**Task prompt:** Check each line of the records for "image"; collect those that have it.

Dataset entries:
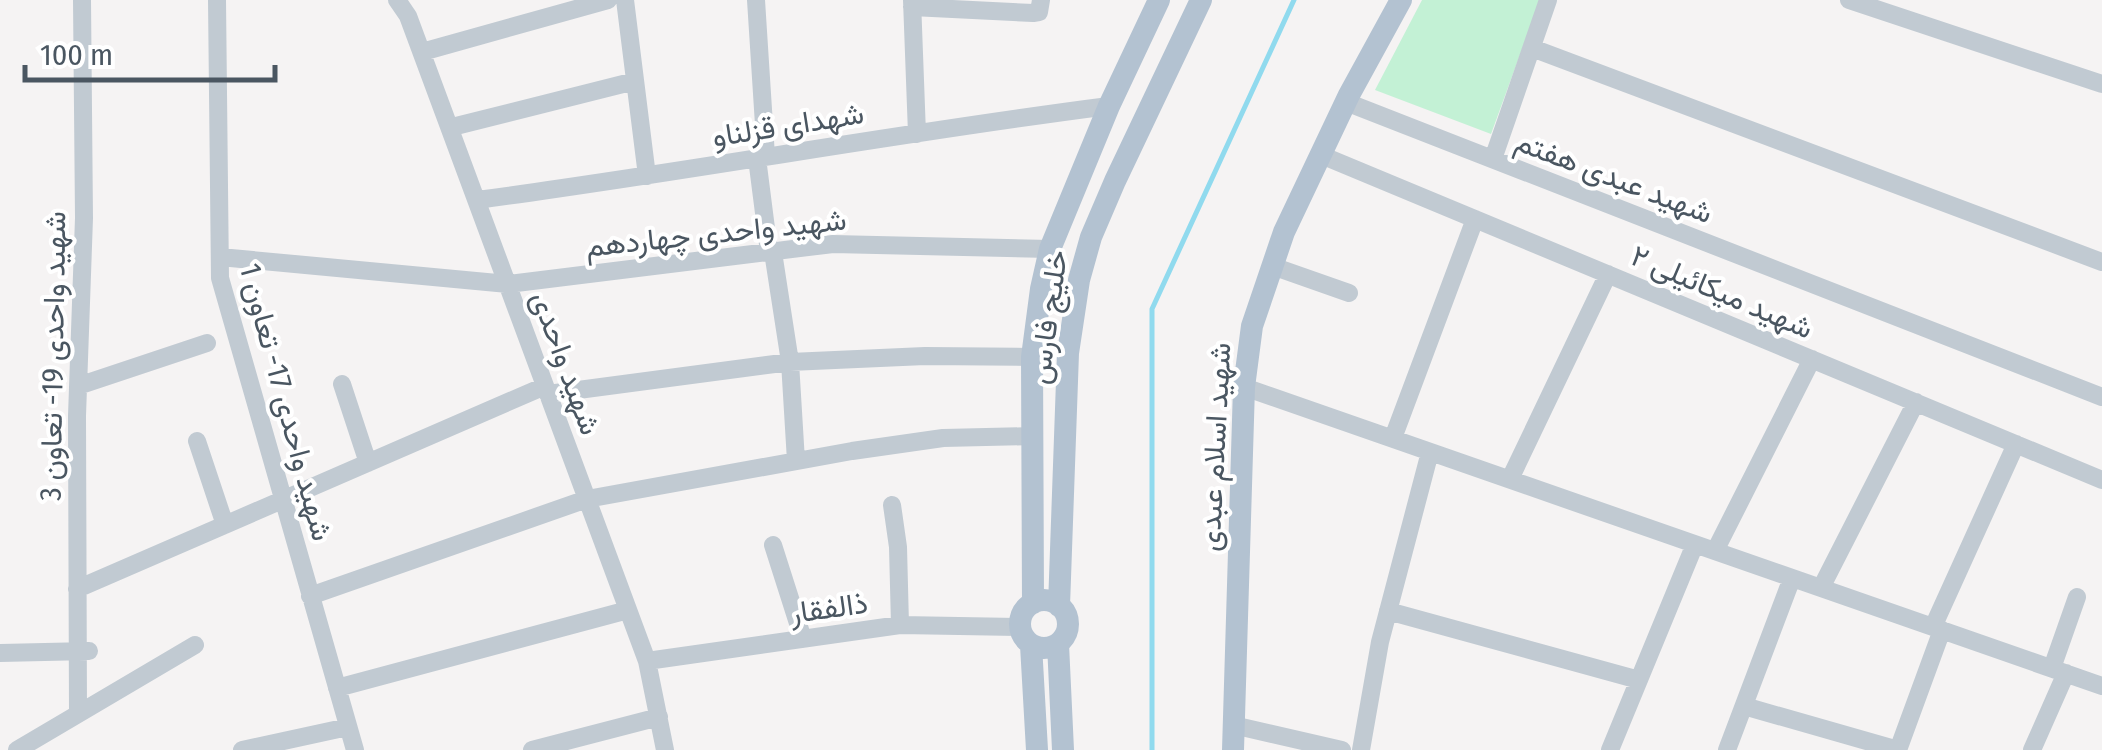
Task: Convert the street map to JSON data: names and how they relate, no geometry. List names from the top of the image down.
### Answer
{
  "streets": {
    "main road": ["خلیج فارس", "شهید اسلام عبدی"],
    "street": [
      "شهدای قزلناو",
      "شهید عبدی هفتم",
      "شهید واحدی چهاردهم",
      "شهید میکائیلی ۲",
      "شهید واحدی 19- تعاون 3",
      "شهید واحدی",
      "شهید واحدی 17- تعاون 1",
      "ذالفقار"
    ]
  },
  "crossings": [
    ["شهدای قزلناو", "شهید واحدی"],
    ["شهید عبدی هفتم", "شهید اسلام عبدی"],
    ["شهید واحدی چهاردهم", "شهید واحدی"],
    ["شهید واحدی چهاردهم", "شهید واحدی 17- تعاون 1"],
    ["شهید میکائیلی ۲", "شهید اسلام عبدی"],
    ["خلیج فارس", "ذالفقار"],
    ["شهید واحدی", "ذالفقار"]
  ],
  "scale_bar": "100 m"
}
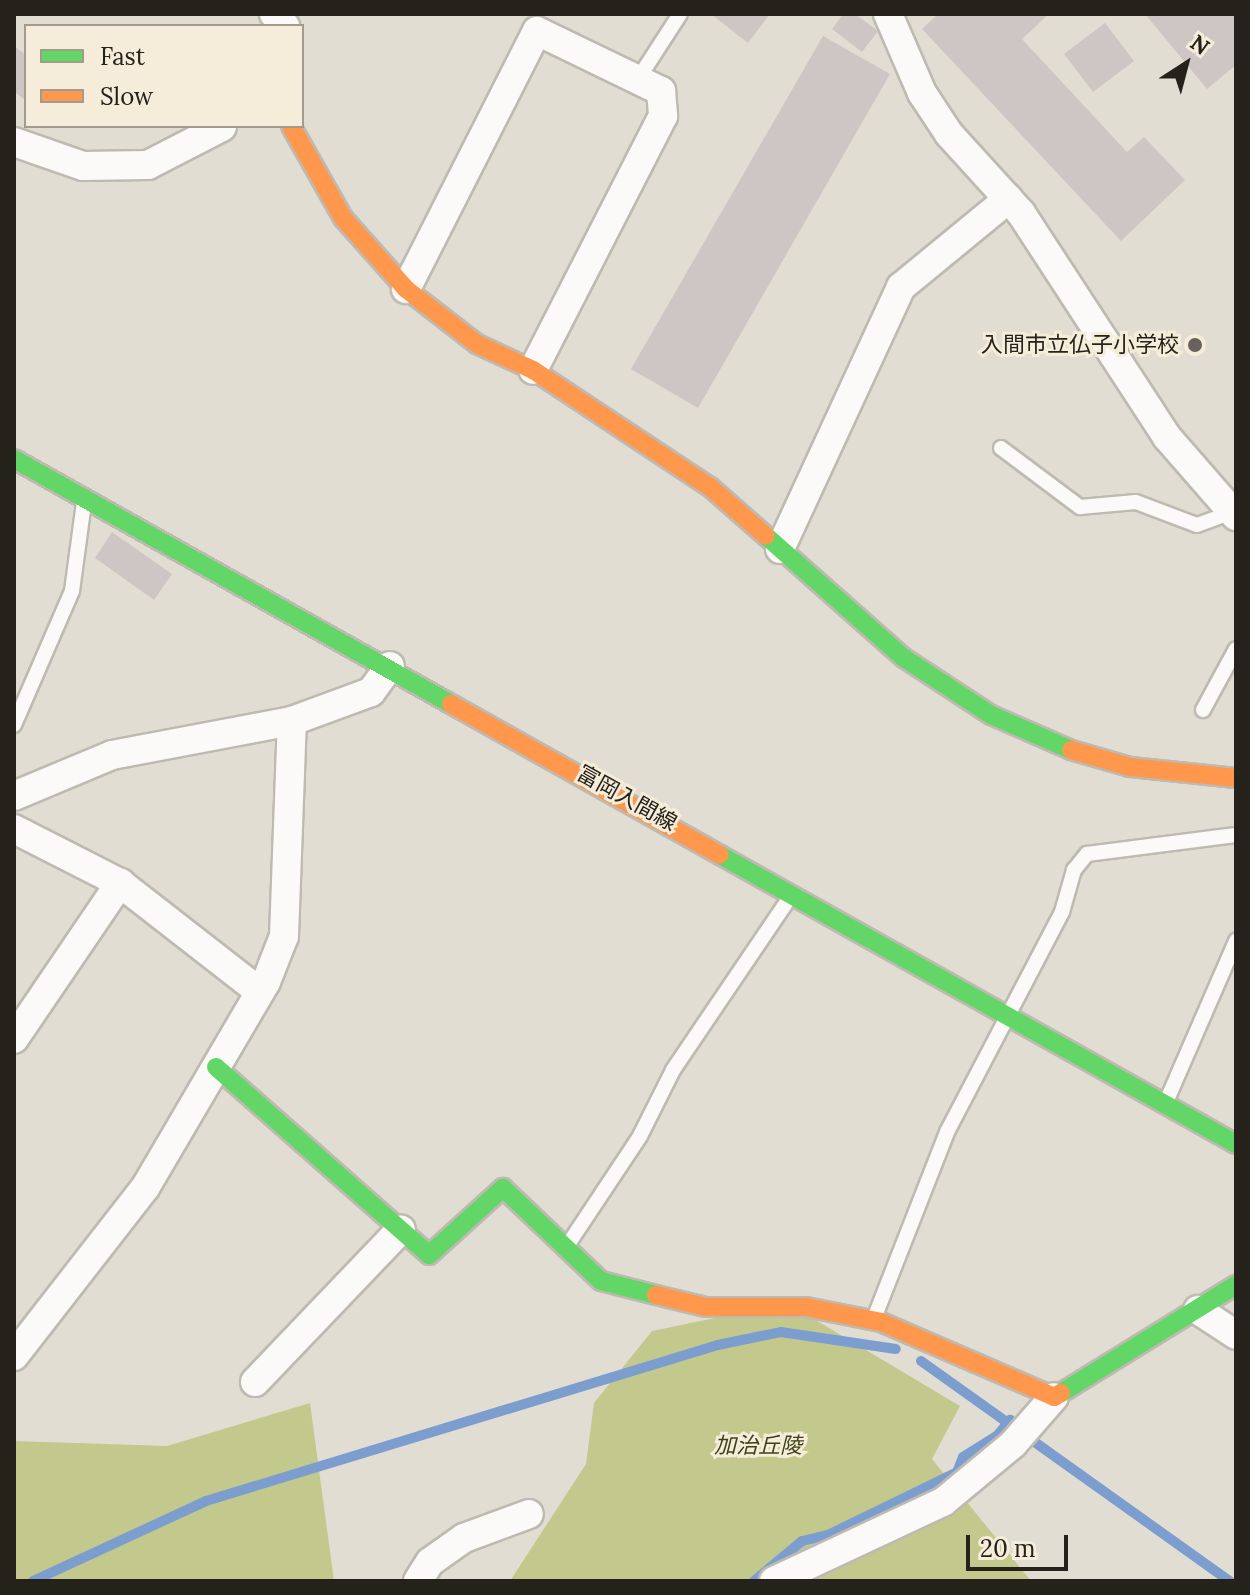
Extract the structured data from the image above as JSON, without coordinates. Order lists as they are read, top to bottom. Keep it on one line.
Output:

* * *

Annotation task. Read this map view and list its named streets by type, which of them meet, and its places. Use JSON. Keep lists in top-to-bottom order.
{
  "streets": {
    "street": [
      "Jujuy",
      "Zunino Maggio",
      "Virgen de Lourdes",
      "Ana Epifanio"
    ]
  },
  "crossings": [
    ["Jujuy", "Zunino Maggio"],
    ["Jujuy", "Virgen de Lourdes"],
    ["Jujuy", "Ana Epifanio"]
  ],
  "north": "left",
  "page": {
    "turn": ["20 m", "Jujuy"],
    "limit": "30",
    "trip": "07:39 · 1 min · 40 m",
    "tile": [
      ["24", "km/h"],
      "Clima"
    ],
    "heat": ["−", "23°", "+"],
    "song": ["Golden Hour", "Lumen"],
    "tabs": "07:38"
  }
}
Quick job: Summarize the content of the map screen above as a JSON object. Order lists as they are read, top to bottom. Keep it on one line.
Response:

**Result of the task:**
Task: Convert the street map to JSON data: names and how they relate, no geometry. List names from the top of the image down.
Extract the structured data from the image above as JSON, without coordinates. Order lists as they are read, top to bottom. Keep it on one line.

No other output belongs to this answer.